The journal describes the struggle for survival of a small group of French men and women after a sudden and unexplained catastrophe destroys the European continent, and the futility of the accumulated knowledge in the group. After seeing that their illiterate offspring will have no immediate use for the scientific knowledge they possess, the journal's author and his friends try to write down everything they remembered and store it in time-capsules for future generations, but sadly, those capsules perished in the subsequent centuries.

The conclusion of the novel implies that the unique ancestor is the survivor whose journal was discovered, and that civilisation is doomed to eternal fall and rebirth.
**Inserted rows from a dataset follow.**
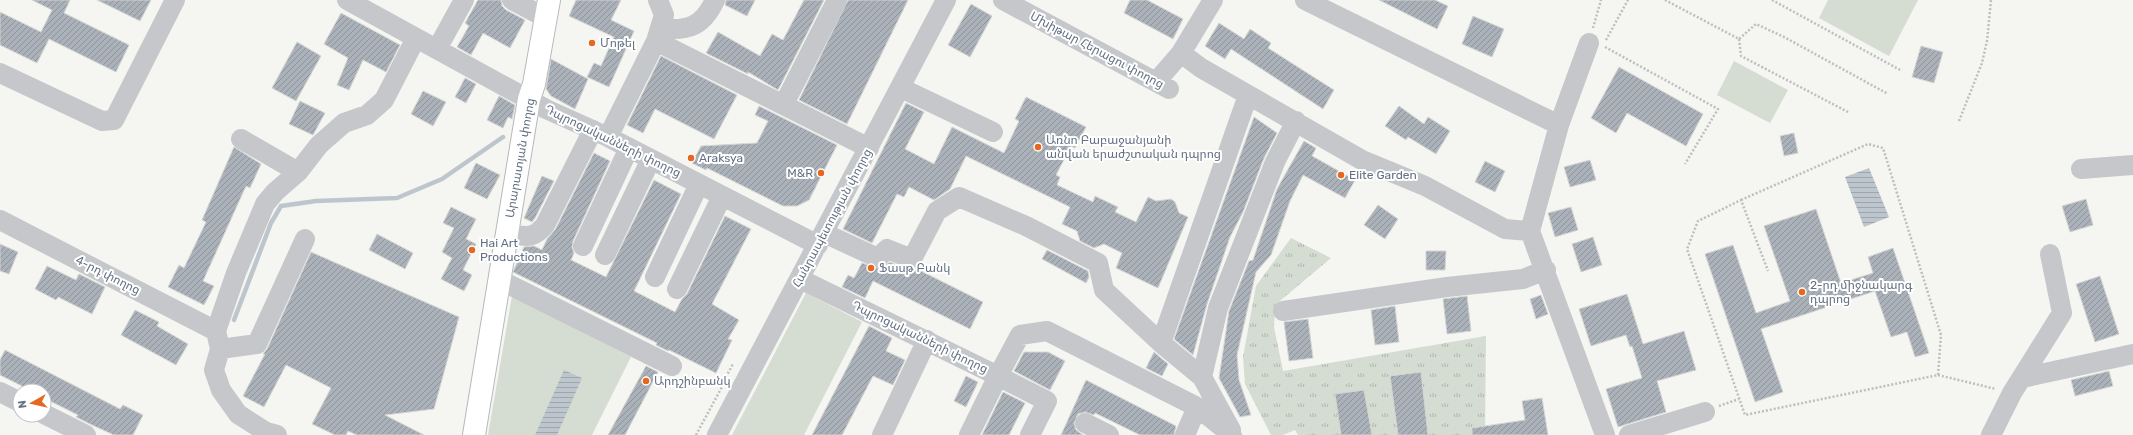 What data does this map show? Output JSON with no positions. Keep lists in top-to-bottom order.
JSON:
{
  "streets": {
    "main road": ["Արարատյան փողոց"],
    "street": [
      "Մխիթար Հերացու փողոց",
      "Դպրոցականների փողոց",
      "Հանրապետության փողոց",
      "4-րդ փողոց"
    ]
  },
  "crossings": [
    ["Դպրոցականների փողոց", "Արարատյան փողոց"],
    ["Դպրոցականների փողոց", "Հանրապետության փողոց"]
  ],
  "places": [
    "Մոթել",
    "Առնո Բաբաջանյանի անվան երաժշտական դպրոց",
    "Araksya",
    "M&R",
    "Elite Garden",
    "Hai Art Productions",
    "Ֆասթ Բանկ",
    "2-րդ միջնակարգ դպրոց",
    "Արդշինբանկ"
  ],
  "north": "left"
} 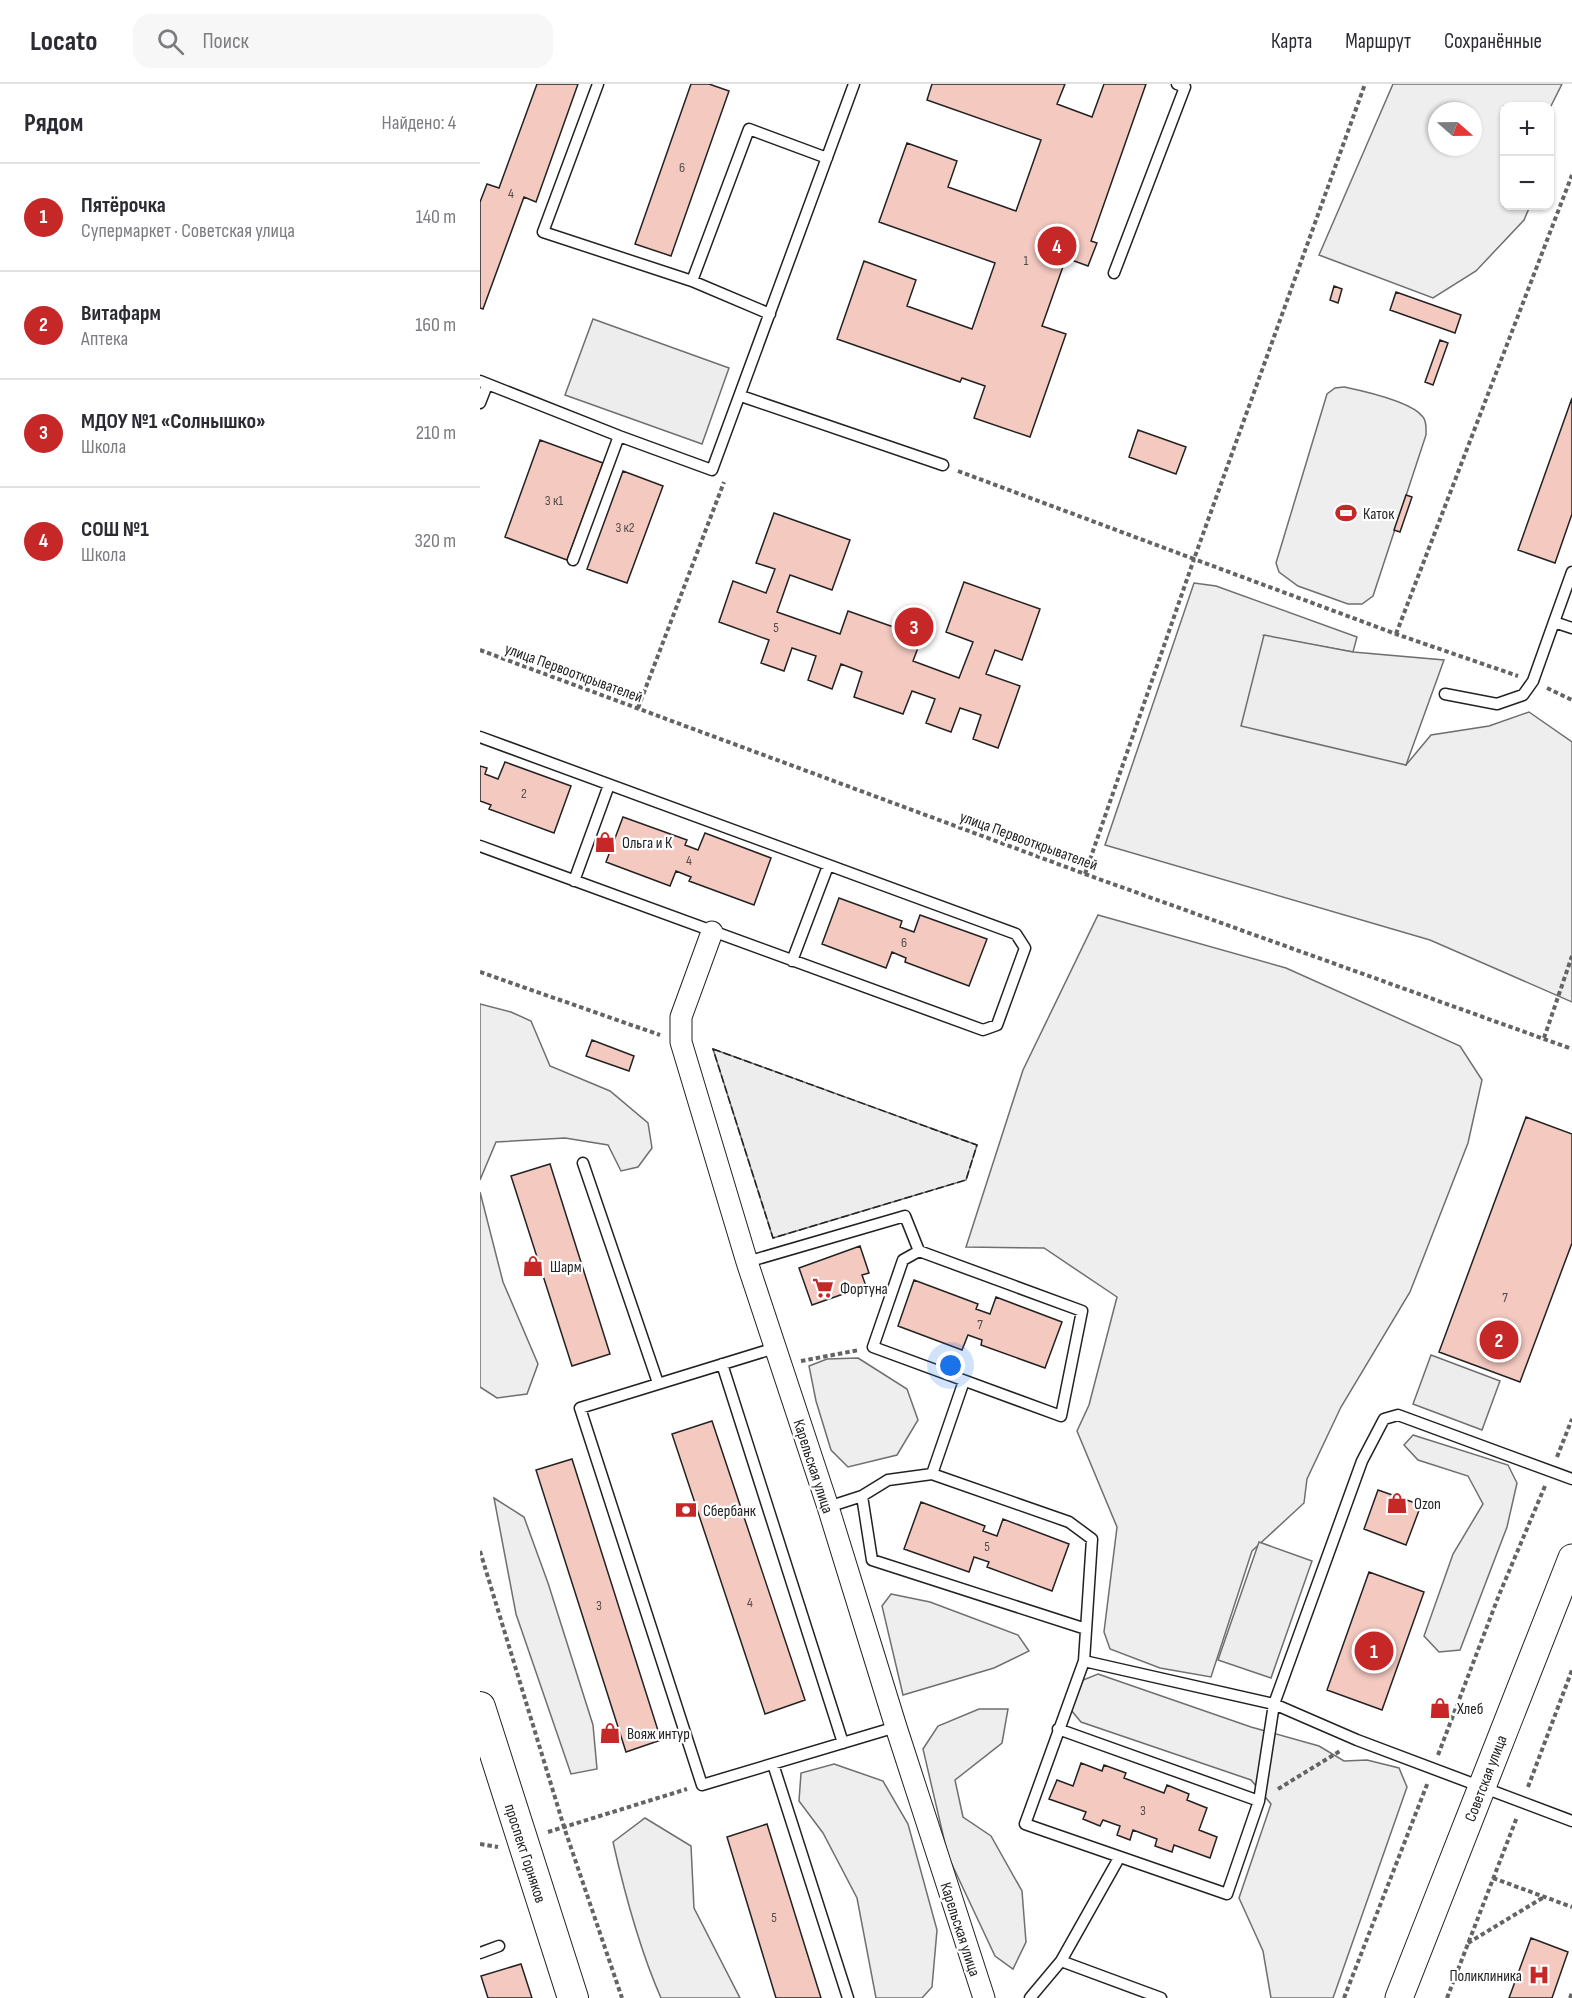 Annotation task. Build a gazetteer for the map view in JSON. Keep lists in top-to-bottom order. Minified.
{"streets":{"main road":["проспект Горняков"],"street":["Карельская улица","Советская улица"],"path":["улица Первооткрывателей"]},"places":{"sports":["Каток"],"shop":["Ольга и К","Шарм","Ozon","Хлеб","Вояж интур"],"supermarket":["Фортуна"],"bank":["Сбербанк"],"hospital":["Поликлиника"]},"house_numbers":["6","4","1","3 к1","3 к2","5","2","4","6","7","7","5","4","3","3","5"],"north":"right","page":{"header":"Locato","search":"Поиск","nav":["Карта","Маршрут","Сохранённые"],"heading":["Рядом","Найдено: 4"],"map_buttons":["+","−"],"list":[{"mark":"1","name":"Пятёрочка","note":"Супермаркет · Советская улица","value":"140 m"},{"mark":"2","name":"Витафарм","note":"Аптека","value":"160 m"},{"mark":"3","name":"МДОУ №1 «Солнышко»","note":"Школа","value":"210 m"},{"mark":"4","name":"СОШ №1","note":"Школа","value":"320 m"}],"pins":["4","3","2","1"]}} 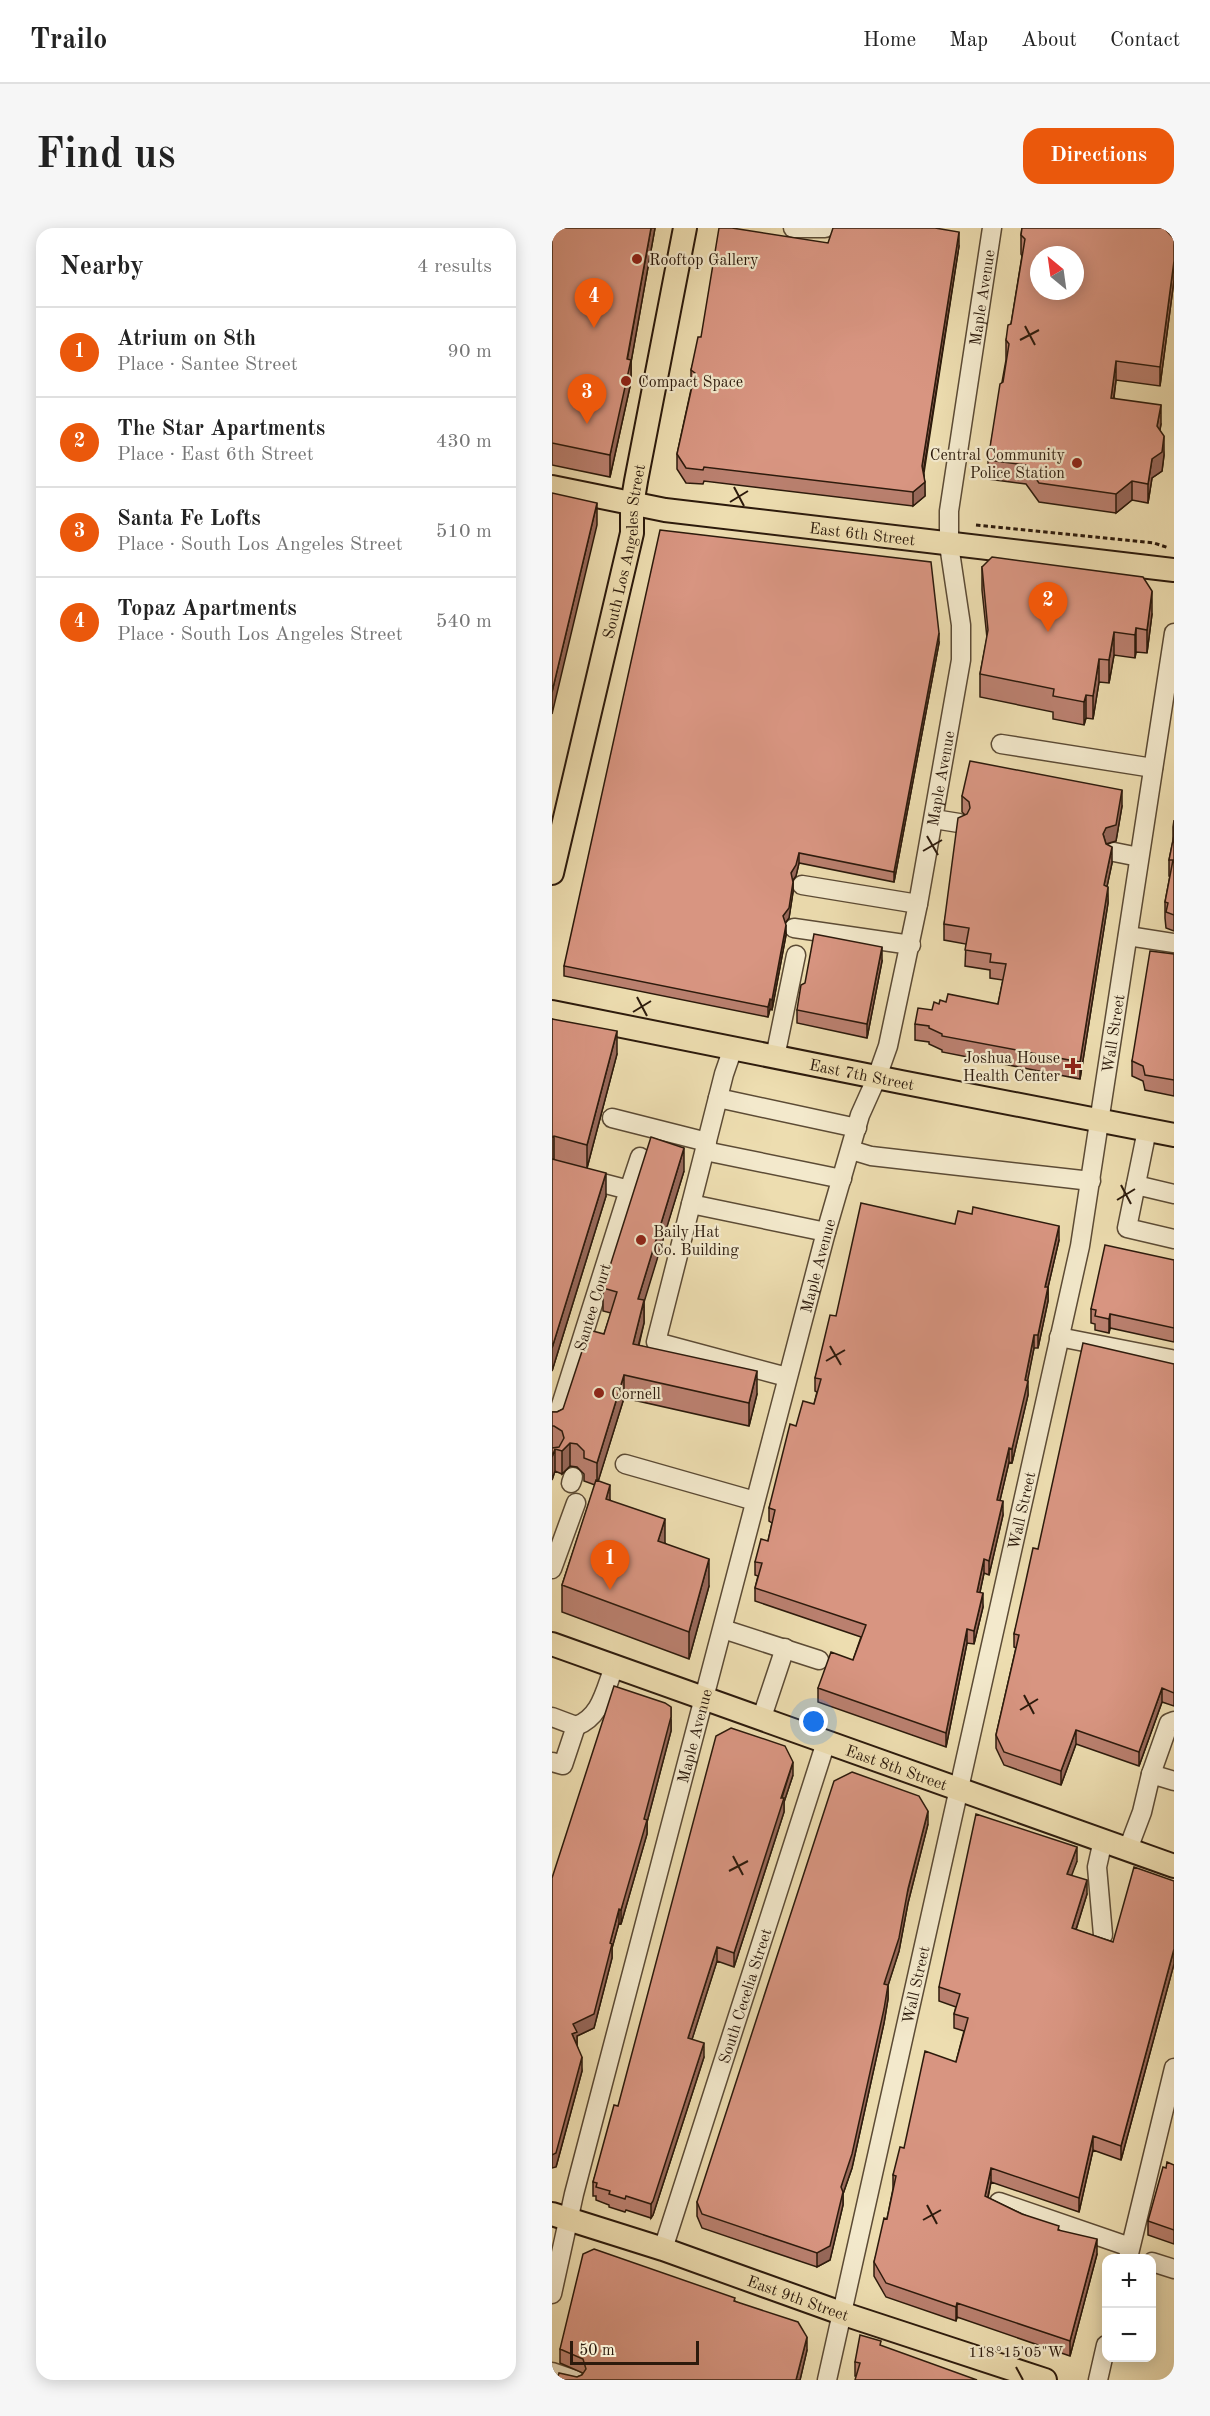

The "eternal Adam" is the myth of Adam and Eve, a variation of which is present in Zartog's civilization and he speculates may be the only knowledge that survived from countless previous cataclysms, and the only thing that may carry on after his civilization inevitably falls.

See also 
 1910 in science fiction
 Shaggy God story, a name for the genre in which the characters end up being Adam and Eve.

References

External links
 
  Full original text (with illustrations)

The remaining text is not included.